Report: Texas, Oklahoma expected to soon inform Big 12 they plan to leave conference
Texas and Oklahoma’s days in the Big 12 appear to be numbered.
On the same day of news that Texas and Oklahoma have reached out to the SEC, Rivals’ Texas site Orangebloods is reporting that the two schools are close to informing the Big 12 that they plan to leave the conference:
A high-level university official informed Orangebloods the expectation is that Texas and Oklahoma would inform the Big 12 as early as next week that both schools intend to decline on extending the existing set of media rights. The contract expires in 2025.
The Orangebloods article follows the bombshell report from Brent Zwerneman of the Houston Chronicle that Texas and Oklahoma reached out to the SEC. If the Longhorns and Sooners are looking to join the SEC upon exiting the Big 12, Texas A&M’s objections may not be able to stop it from happening.

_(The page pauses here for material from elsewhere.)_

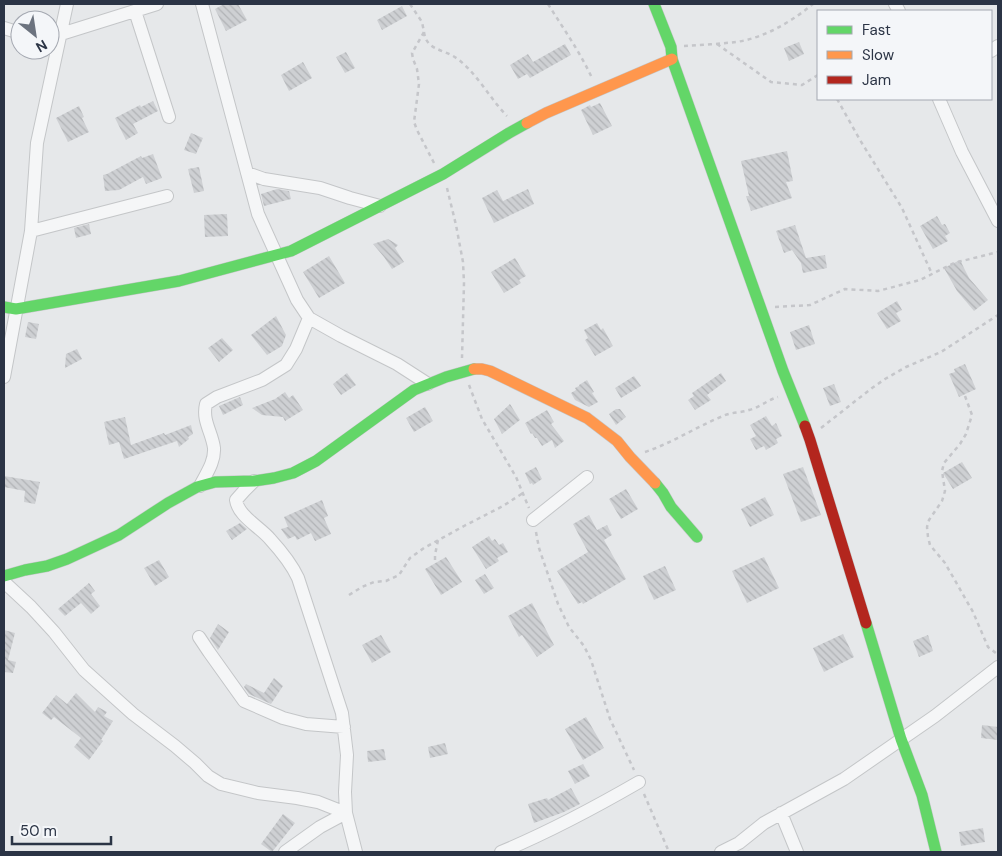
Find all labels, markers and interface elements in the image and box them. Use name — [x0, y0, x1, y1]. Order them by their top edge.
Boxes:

Pete Thamel of Yahoo Sports tweeted Wednesday evening, “A&M’s very public objections are the strongest, and getting 11 of the 14 votes doesn’t appear to be an issue.” Eleven of the 14 SEC schools have to vote in favor of adding a new school. There was a report that Missouri would also vote against adding Oklahoma and Texas.
Texas A&M AD Ross Bjork told Paul Finebaum on Wednesday afternoon that one of the reasons Texas A&M left the Big 12 for the SEC was wanting to have a “standalone identity” in the state of Texas.
“The SEC has been a perfect fit for us,” Bjork said on the show. “We want to maintain that same identity. Perhaps there’s a reason that Texas and Oklahoma are looking around – if that’s the case.”
Bjork added, “We love being in the SEC. We love being the only (SEC) program in the state of Texas. We’re going to maintain that position, but we’re also going to make sure that we are a leader in college athletics and we’ll see what the future holds.”
The Orangebloods reports adds that Texas’ move to the SEC would signal the end of the Longhorn Network “and that the school has come to terms with this.” The article also mentions the possibility of LHN “folding into” the SEC Network.